Line 246: What is the 'evident "noise"' referring to? Is it electrical interference (high frequency noise) perhaps? Perhaps it was an earthing fault? Did your AQC pick up this noise in a particular test? Perhaps a quick sentence suggesting a source for the noise or what it looked like? Or remove this reference.
Line 307: Change 'indexes' to 'flags' and 'those repeated during data taking' to 'duplicates'. Or is it 'replicates'? If duplicates (ie, the same data copied), these should definitely be removed. If replicates (ie, two different profiles taken close together in time), these should not be removed. I also think removing data that fails in less than 50m is not the right thing to do. The data should be flagged where it is bad, but if it contains some good data, it should be kept.
Line 322-326: Is there any attempt to correct positions or do you lose these data becuase they are 'on land'? Since you have re-processed from the start, you should be able to correct positions for at least some of the profiles. There is no mention of a date/time check (or ship speed check) - was this investigated?
Table 2 and Surface Check: The exit values of 49-52 are not very descriptive compared to the other tests. I would suggest updating them to include 'Surface check' or similar so it doesn't get confused with the SDN flag codes and is clearer for the user of the data. It will mean updating the data file variable attributes too.
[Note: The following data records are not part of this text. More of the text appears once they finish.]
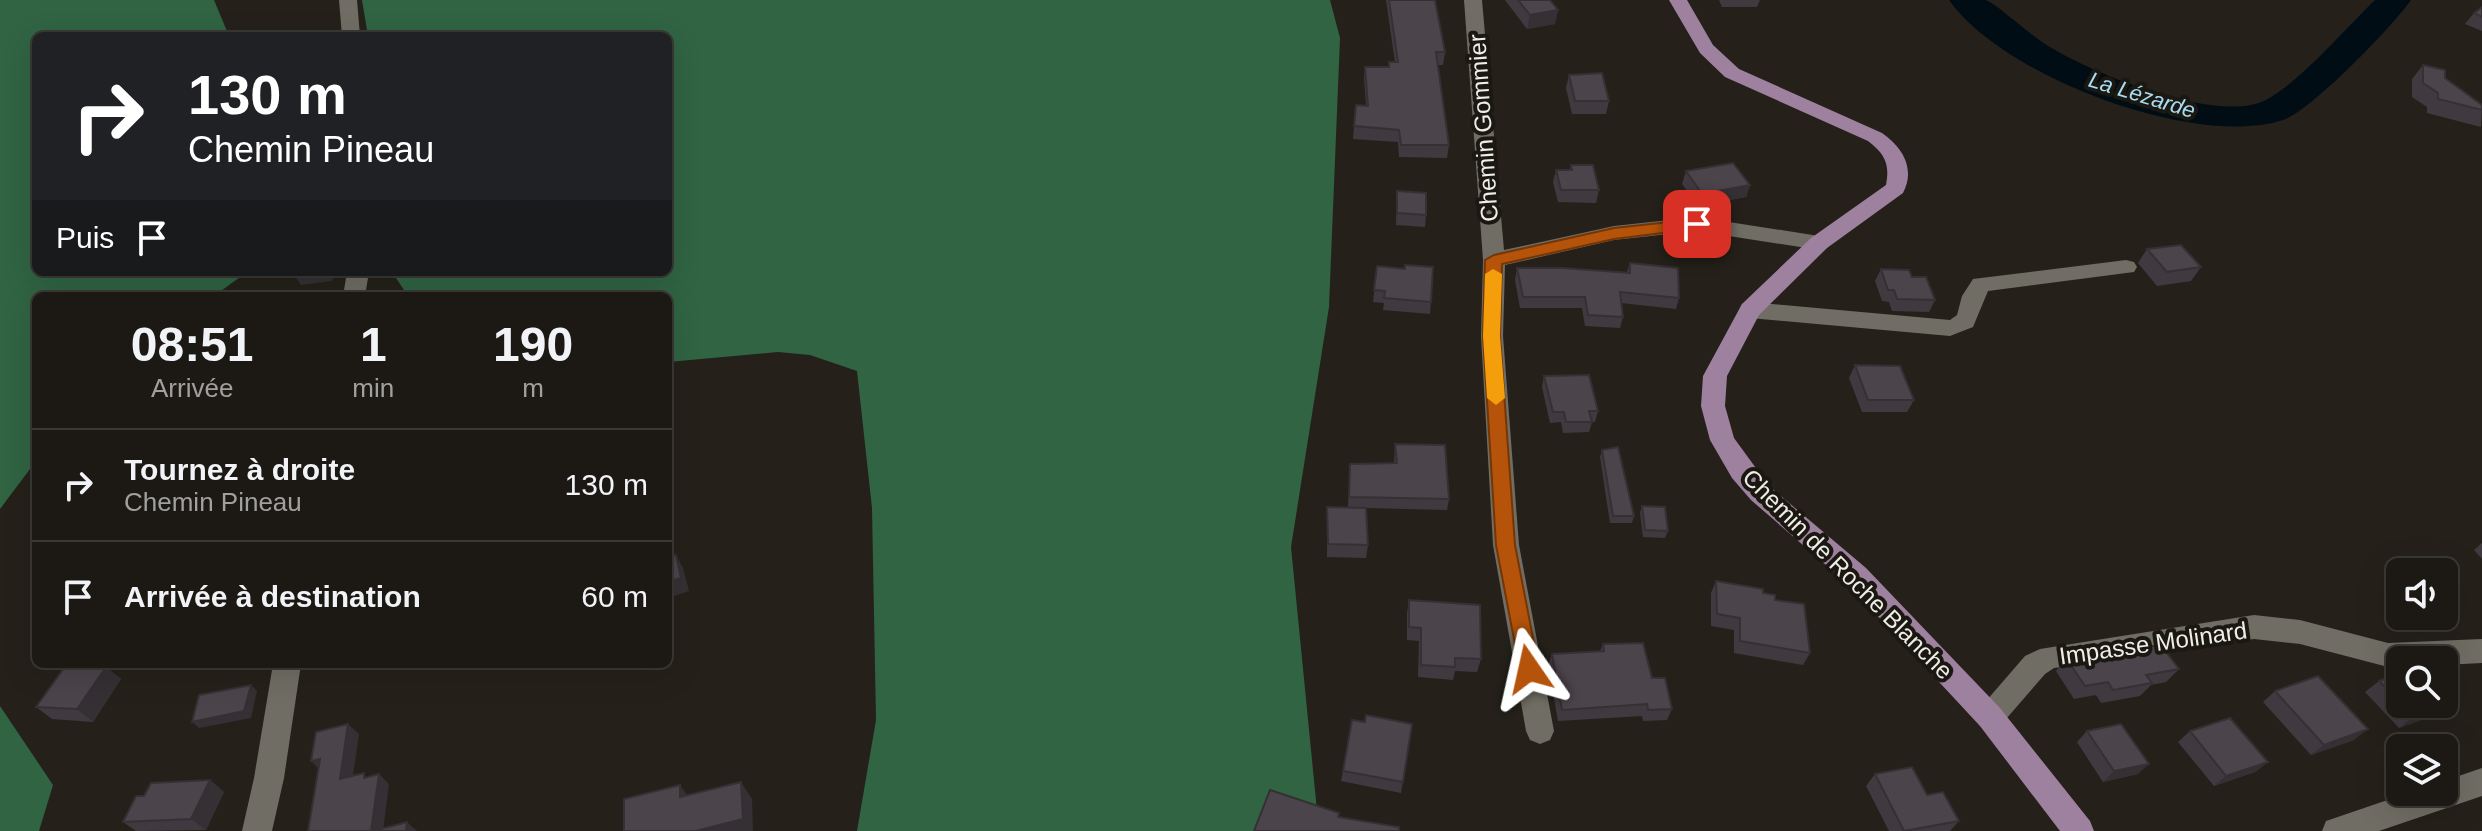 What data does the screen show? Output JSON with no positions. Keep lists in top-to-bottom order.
{
  "streets": {
    "main road": ["Chemin de Roche Blanche"],
    "street": ["Chemin Gommier", "Impasse Molinard"]
  },
  "crossings": [
    ["Chemin de Roche Blanche", "Impasse Molinard"]
  ],
  "water": ["La Lézarde"],
  "page": {
    "turn": ["130 m", "Chemin Pineau"],
    "then": "Puis",
    "eta": [
      "08:51",
      "Arrivée",
      "1",
      "min",
      "190",
      "m"
    ],
    "list": [
      {
        "name": "Tournez à droite",
        "note": "Chemin Pineau",
        "value": "130 m"
      },
      {
        "name": "Arrivée à destination",
        "value": "60 m"
      }
    ]
  }
}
Line 515-516 and Figure 7. The intervals described in the text are not clear in the figures. The bias figures perhaps need some lines showing these intervals? And I think that the figure needs 'Dec-May' and 'Jun-Nov' instead of 'mixed' and 'stratified' to be consistent with the text. Line 518 should also refer to the month period rather than 'mixed'. The brackets in the x-axis label are not clear.
Line 647-649: the depth in figure 12c is 500 to 800 m and shows a negative average bias, not consistent with the positive bias in the deeper part of figure 11a (which is 800-2000m and solely due to T5 probes). I don't think the steps have any impact on the average bias, but do cause the positive spikes in the figure 12c T difference plot.
Editing corrections/grammar suggestions:
line 24: insert SDN acronym after the Seadatanet name.
Line 25: The link does not work when clicked, seems to be a different link to what is written.
Line 29: June to November perhaps, as written later in the text?
Line 34: Is there a full name for the ERRDAP acronym? If so, include here.
Line 44: 'to re-analyze' change to 'reanalysis of'
Line 68: WOD link does not work, doesn't match the text.
Line 66-70: this sentence is missing something grammatically, please review.
Line 85: Add full words for DAQ acronym (Data Acquisition System)
Line 88: is there a reference for latest documented QC procedures?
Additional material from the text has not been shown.